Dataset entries

┌──

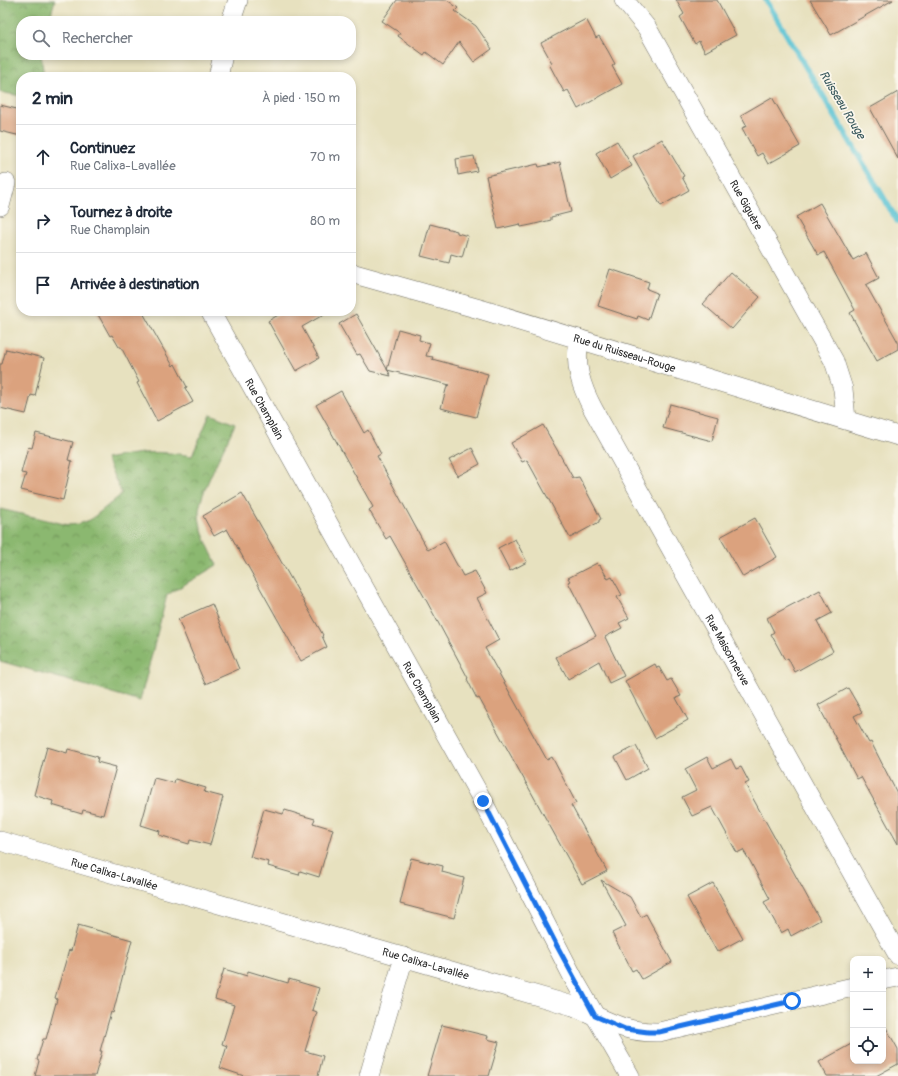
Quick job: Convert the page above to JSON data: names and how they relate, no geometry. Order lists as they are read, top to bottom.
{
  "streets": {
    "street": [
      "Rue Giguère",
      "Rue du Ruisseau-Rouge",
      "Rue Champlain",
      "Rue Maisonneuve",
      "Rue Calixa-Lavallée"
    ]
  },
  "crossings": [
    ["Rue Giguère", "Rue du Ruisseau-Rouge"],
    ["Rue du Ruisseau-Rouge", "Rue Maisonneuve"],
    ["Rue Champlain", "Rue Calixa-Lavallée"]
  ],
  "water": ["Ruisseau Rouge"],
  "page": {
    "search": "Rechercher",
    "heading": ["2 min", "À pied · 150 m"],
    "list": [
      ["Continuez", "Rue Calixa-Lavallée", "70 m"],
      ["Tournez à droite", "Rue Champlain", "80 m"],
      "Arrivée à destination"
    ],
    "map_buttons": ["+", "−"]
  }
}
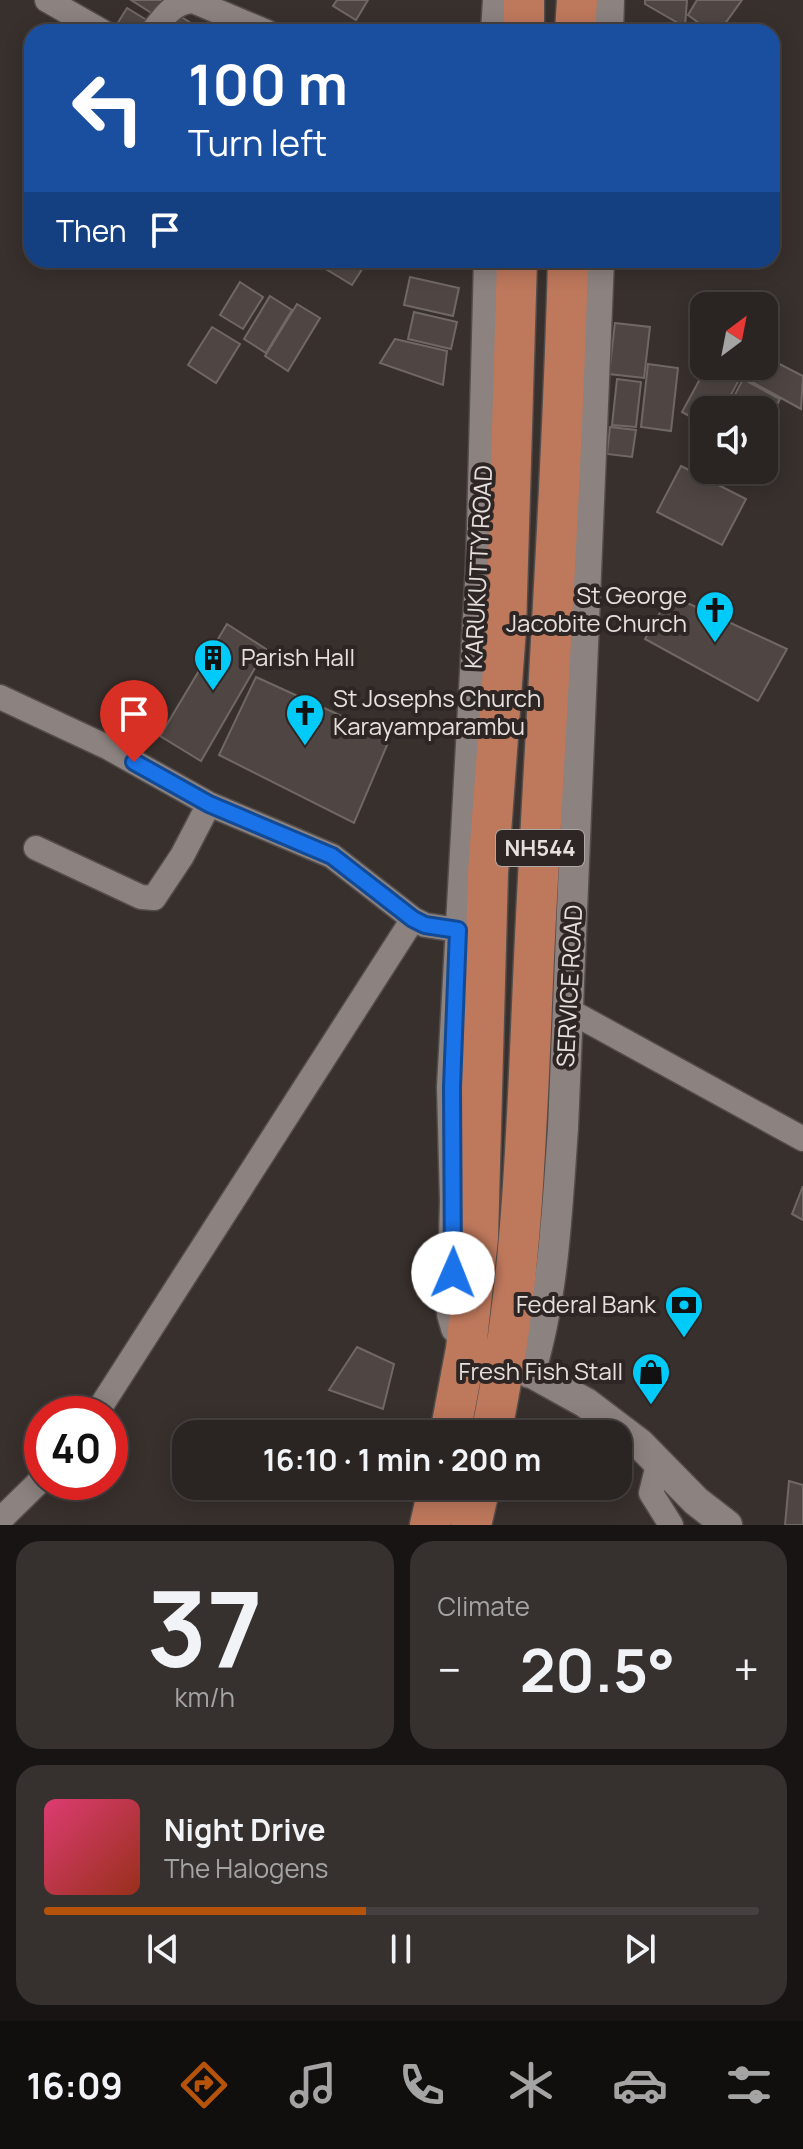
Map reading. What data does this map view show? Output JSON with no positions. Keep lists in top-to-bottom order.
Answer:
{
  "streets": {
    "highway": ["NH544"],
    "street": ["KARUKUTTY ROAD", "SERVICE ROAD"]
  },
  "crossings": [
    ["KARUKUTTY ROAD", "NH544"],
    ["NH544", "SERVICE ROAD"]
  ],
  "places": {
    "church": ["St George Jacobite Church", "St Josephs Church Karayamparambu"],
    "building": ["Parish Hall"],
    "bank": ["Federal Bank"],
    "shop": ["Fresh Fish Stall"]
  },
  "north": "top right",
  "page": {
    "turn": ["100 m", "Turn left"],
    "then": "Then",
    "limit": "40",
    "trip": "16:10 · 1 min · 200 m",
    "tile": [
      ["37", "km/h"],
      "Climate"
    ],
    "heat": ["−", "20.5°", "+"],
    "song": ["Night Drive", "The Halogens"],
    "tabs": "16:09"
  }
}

└──

▸ **Task description**: Every record must be returned exactly. Leave its pictures out.

▸ **Output for this exercise**:
Quick job: Convert the page above to JSON data: names and how they relate, no geometry. Order lists as they are read, top to bottom.
{
  "streets": {
    "street": [
      "Rue Giguère",
      "Rue du Ruisseau-Rouge",
      "Rue Champlain",
      "Rue Maisonneuve",
      "Rue Calixa-Lavallée"
    ]
  },
  "crossings": [
    ["Rue Giguère", "Rue du Ruisseau-Rouge"],
    ["Rue du Ruisseau-Rouge", "Rue Maisonneuve"],
    ["Rue Champlain", "Rue Calixa-Lavallée"]
  ],
  "water": ["Ruisseau Rouge"],
  "page": {
    "search": "Rechercher",
    "heading": ["2 min", "À pied · 150 m"],
    "list": [
      ["Continuez", "Rue Calixa-Lavallée", "70 m"],
      ["Tournez à droite", "Rue Champlain", "80 m"],
      "Arrivée à destination"
    ],
    "map_buttons": ["+", "−"]
  }
}
Map reading. What data does this map view show? Output JSON with no positions. Keep lists in top-to-bottom order.
Answer:
{
  "streets": {
    "highway": ["NH544"],
    "street": ["KARUKUTTY ROAD", "SERVICE ROAD"]
  },
  "crossings": [
    ["KARUKUTTY ROAD", "NH544"],
    ["NH544", "SERVICE ROAD"]
  ],
  "places": {
    "church": ["St George Jacobite Church", "St Josephs Church Karayamparambu"],
    "building": ["Parish Hall"],
    "bank": ["Federal Bank"],
    "shop": ["Fresh Fish Stall"]
  },
  "north": "top right",
  "page": {
    "turn": ["100 m", "Turn left"],
    "then": "Then",
    "limit": "40",
    "trip": "16:10 · 1 min · 200 m",
    "tile": [
      ["37", "km/h"],
      "Climate"
    ],
    "heat": ["−", "20.5°", "+"],
    "song": ["Night Drive", "The Halogens"],
    "tabs": "16:09"
  }
}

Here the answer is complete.